- Sire: Sadler's Wells
- Grandsire: Northern Dancer
- Dam: Brigid
- Damsire: Irish River
- Sex: Mare
- Foaled: 3 February 2005
- Country: Ireland
- Colour: Bay
- Breeder: Brittas House Stud
- Owner: Derrick Smith, Sue Magnier and Michael Tabor
- Trainer: Aidan O'Brien
- Record: 6: 2-2-0
- Earnings: £203,101

Major wins
- Saoire Stakes (2007) Fillies' Mile (2007)

= Listen (horse) =

Irish-bred Thoroughbred racehorse

Listen (foaled 3 February 2005) is an Irish Thoroughbred racehorse and broodmare. She showed her best form as a two-year-old in 2007 she won the Listed Saoire Stakes on her debut, finished second in both the Debutante Stakes and the Moyglare Stud Stakes and then recorded her biggest success in the Group One Fillies' Mile. Her subsequent racing career was compromised by injury and she made little impact in two races as a three-year-old. She has had some success as a broodmare in Japan.

==Background==
Listen is a bay mare bred in Ireland by the Brittas House Stud. She was from the twentieth crop of foals sired by Sadler's Wells, who won the Irish 2000 Guineas, Eclipse Stakes and Irish Champion Stakes in 1984 went on to be the Champion sire on fourteen occasions. Listen's dam Brigid won one minor race in France as a three-year-old in 1994 before being retired to broodmare duty where she also produced Sequoyah, the dam of Henrythenavigator.

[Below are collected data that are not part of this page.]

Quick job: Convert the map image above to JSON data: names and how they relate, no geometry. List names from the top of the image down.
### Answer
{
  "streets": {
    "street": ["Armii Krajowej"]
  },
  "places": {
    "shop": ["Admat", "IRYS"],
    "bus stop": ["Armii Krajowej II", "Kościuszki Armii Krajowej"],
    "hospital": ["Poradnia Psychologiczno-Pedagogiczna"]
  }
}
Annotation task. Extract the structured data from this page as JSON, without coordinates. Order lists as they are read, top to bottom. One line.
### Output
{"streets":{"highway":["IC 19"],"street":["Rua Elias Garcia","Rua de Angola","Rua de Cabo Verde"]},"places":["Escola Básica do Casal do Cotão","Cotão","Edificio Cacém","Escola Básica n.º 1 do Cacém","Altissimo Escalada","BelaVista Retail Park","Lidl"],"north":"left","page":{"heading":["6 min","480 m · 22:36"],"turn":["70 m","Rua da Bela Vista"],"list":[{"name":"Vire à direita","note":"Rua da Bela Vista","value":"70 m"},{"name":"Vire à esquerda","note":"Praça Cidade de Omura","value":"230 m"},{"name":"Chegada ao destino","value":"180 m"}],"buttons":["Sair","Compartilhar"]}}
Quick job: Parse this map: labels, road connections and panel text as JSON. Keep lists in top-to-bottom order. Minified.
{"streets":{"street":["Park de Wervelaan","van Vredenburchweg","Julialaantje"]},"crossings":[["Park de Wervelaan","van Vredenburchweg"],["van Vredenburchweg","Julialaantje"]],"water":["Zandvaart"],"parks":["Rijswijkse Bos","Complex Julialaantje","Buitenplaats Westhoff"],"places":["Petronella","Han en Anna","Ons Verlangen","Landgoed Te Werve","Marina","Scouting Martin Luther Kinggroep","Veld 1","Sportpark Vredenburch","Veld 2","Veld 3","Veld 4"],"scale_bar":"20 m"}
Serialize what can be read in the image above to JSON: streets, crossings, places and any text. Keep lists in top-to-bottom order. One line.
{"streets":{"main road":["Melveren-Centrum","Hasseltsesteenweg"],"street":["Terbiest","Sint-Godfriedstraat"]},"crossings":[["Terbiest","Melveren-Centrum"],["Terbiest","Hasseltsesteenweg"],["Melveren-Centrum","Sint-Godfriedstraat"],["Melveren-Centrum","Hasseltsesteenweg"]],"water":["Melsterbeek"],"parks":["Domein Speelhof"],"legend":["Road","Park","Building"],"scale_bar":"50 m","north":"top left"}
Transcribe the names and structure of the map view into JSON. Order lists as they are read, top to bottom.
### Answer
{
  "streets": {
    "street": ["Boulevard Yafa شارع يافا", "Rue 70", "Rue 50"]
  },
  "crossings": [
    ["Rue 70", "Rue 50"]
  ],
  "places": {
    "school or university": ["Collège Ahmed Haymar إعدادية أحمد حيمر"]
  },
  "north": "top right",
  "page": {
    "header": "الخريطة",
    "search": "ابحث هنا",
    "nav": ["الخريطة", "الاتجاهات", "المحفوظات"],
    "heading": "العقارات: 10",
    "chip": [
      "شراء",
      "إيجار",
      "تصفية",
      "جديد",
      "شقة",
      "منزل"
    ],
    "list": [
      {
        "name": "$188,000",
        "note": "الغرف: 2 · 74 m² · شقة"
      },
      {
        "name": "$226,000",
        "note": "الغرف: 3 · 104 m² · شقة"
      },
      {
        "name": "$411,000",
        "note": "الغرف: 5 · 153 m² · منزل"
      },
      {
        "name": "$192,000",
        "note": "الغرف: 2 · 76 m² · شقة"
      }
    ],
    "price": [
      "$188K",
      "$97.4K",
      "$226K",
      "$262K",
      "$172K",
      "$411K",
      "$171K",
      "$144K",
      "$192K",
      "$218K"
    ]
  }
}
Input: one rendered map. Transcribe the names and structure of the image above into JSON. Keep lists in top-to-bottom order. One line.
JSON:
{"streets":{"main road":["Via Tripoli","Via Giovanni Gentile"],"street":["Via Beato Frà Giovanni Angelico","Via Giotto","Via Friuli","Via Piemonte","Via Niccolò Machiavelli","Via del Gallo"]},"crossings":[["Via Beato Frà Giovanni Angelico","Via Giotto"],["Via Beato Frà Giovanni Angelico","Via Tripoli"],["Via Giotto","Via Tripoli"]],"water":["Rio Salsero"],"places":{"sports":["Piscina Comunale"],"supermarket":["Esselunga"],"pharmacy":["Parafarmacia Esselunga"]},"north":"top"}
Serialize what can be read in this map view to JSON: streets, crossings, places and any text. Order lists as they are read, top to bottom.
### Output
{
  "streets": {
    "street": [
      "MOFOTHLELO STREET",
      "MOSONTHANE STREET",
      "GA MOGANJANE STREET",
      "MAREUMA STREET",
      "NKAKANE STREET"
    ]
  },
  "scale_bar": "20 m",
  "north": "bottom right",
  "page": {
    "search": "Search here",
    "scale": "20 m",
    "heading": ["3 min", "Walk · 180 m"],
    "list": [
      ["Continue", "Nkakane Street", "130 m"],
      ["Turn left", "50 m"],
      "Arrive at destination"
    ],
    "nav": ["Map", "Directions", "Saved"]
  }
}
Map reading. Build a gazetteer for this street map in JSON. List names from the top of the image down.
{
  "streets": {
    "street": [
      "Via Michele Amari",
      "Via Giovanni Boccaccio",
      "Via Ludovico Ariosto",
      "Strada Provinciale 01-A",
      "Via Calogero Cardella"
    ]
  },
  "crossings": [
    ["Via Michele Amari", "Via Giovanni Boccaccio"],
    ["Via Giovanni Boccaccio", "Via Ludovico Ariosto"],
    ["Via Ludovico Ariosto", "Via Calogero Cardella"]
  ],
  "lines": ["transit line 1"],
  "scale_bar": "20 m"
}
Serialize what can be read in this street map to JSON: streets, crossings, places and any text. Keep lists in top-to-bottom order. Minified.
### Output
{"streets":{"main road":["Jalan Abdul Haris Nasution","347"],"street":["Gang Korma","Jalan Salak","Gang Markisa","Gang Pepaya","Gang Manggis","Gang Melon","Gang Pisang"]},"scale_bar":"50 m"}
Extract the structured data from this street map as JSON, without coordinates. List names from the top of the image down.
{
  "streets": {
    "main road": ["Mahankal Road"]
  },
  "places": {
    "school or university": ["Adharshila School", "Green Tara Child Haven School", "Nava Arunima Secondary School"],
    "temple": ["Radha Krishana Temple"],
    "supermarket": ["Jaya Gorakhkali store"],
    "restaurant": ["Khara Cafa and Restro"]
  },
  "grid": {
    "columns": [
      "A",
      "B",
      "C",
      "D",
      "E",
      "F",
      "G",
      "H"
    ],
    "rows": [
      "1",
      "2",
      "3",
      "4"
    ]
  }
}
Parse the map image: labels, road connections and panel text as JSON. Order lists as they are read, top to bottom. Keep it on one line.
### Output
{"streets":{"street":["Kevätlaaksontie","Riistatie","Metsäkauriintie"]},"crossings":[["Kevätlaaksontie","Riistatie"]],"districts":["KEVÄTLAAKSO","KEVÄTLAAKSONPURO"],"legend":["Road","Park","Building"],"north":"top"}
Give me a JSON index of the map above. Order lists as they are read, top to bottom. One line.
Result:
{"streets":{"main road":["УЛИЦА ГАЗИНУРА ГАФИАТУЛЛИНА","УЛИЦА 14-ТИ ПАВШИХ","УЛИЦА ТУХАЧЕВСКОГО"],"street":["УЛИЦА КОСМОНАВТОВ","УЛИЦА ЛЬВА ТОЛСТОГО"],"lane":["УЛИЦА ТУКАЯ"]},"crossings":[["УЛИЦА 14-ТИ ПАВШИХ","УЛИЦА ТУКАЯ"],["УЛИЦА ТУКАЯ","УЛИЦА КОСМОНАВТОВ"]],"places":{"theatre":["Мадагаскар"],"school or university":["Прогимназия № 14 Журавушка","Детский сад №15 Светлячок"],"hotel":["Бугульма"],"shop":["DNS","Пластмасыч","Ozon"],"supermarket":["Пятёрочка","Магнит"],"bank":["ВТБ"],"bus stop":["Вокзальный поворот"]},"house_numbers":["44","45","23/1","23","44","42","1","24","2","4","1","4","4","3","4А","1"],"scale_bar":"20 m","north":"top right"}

Listen entered the ownership of the Coolmore Stud organisation and was sent into training with Aidan O'Brien at Ballydoyle. Like many of the Coolmore racehorses the details of her ownership changed from race to race: she was sometimes listed as being owned by Derrick Smith whilst on other occasions she was described as the property of a partnership involving Smith, Susan Magnier and Michael Tabor.

==Racing career==
===2007: two-year-old season===
On her racecourse debut, Listen was one of seven fillies to contest the Listed Saoire Stakes over six furlongs at the Curragh on 29 June. Ridden by Kieren Fallon she started 7/2 second favourite behind the Jim Bolger-trained Saoirse Abu. After being restrained towards the rear of the field she took the lead a furlong and a half from the finish, went clear of her opponents and won by one and a quarter lengths from Tuscan Evening with Saoirse Abu in fifth. On 12 August at the same track, the filly was moved up in class and distance and started 9/10 favourite for the Group Two Debutante Stakes over seven furlongs. After racing last of the nine runners for most of the way she finished strongly but failed by a neck to overhaul the Dermot Weld-trained Campfire Glow. Despite her defeat in the Debutante, Listen was made odds-on favourite for the Group One Moyglare Stud Stakes over the same course and distance on 2 September. She was held up by Fallon before making steady progress in the last quarter mile and finishing second, a length and a half behind the winner Saoirse Abu.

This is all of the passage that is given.